_Work order_
Reproduce the entries that follow exactly. No picture should appear in the result.

----------

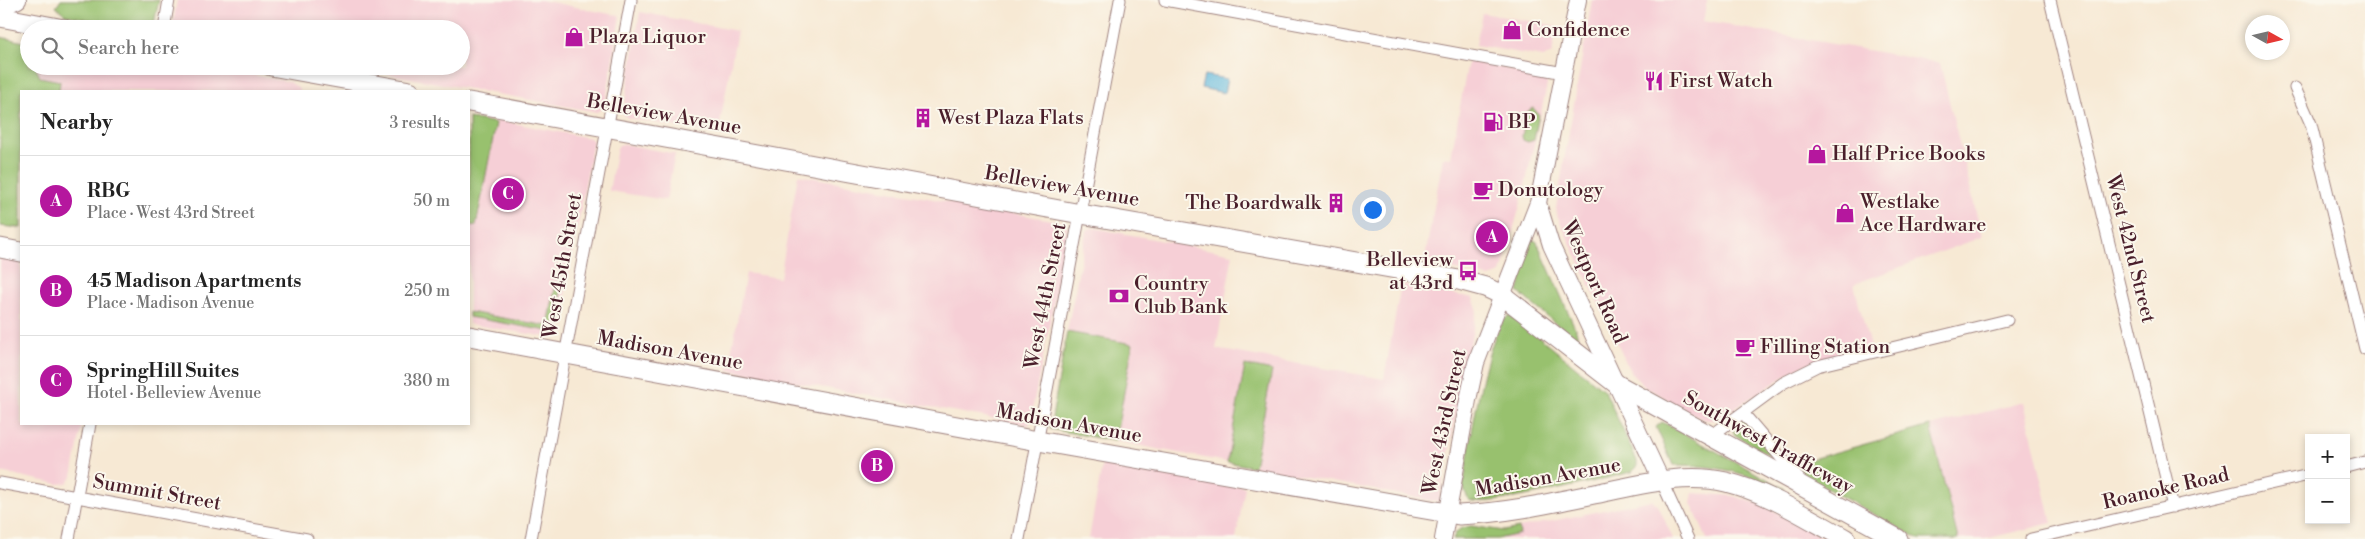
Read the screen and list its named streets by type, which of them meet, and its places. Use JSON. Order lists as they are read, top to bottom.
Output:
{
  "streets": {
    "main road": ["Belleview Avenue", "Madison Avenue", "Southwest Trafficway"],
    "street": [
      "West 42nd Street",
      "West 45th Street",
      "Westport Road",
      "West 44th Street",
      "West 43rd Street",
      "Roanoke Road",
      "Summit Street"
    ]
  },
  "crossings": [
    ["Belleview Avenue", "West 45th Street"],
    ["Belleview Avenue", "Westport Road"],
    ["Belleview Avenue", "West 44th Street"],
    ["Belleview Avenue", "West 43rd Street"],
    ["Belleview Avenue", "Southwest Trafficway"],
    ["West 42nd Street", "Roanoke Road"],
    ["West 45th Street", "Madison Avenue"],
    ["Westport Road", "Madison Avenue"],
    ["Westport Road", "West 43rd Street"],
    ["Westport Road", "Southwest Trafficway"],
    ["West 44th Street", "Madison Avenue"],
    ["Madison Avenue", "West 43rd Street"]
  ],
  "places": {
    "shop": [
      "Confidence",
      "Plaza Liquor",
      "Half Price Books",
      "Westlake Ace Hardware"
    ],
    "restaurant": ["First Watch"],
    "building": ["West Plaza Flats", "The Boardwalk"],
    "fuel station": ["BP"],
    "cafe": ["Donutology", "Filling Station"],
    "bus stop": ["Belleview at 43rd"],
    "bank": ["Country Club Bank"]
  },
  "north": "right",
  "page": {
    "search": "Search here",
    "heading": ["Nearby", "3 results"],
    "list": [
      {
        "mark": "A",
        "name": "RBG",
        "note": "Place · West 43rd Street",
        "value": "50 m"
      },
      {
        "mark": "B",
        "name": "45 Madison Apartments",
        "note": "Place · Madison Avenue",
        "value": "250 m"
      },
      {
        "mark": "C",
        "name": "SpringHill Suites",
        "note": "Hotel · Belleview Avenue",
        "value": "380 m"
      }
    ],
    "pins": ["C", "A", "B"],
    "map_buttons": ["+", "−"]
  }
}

----------

_Exercise response_
Read the screen and list its named streets by type, which of them meet, and its places. Use JSON. Order lists as they are read, top to bottom.
Output:
{
  "streets": {
    "main road": ["Belleview Avenue", "Madison Avenue", "Southwest Trafficway"],
    "street": [
      "West 42nd Street",
      "West 45th Street",
      "Westport Road",
      "West 44th Street",
      "West 43rd Street",
      "Roanoke Road",
      "Summit Street"
    ]
  },
  "crossings": [
    ["Belleview Avenue", "West 45th Street"],
    ["Belleview Avenue", "Westport Road"],
    ["Belleview Avenue", "West 44th Street"],
    ["Belleview Avenue", "West 43rd Street"],
    ["Belleview Avenue", "Southwest Trafficway"],
    ["West 42nd Street", "Roanoke Road"],
    ["West 45th Street", "Madison Avenue"],
    ["Westport Road", "Madison Avenue"],
    ["Westport Road", "West 43rd Street"],
    ["Westport Road", "Southwest Trafficway"],
    ["West 44th Street", "Madison Avenue"],
    ["Madison Avenue", "West 43rd Street"]
  ],
  "places": {
    "shop": [
      "Confidence",
      "Plaza Liquor",
      "Half Price Books",
      "Westlake Ace Hardware"
    ],
    "restaurant": ["First Watch"],
    "building": ["West Plaza Flats", "The Boardwalk"],
    "fuel station": ["BP"],
    "cafe": ["Donutology", "Filling Station"],
    "bus stop": ["Belleview at 43rd"],
    "bank": ["Country Club Bank"]
  },
  "north": "right",
  "page": {
    "search": "Search here",
    "heading": ["Nearby", "3 results"],
    "list": [
      {
        "mark": "A",
        "name": "RBG",
        "note": "Place · West 43rd Street",
        "value": "50 m"
      },
      {
        "mark": "B",
        "name": "45 Madison Apartments",
        "note": "Place · Madison Avenue",
        "value": "250 m"
      },
      {
        "mark": "C",
        "name": "SpringHill Suites",
        "note": "Hotel · Belleview Avenue",
        "value": "380 m"
      }
    ],
    "pins": ["C", "A", "B"],
    "map_buttons": ["+", "−"]
  }
}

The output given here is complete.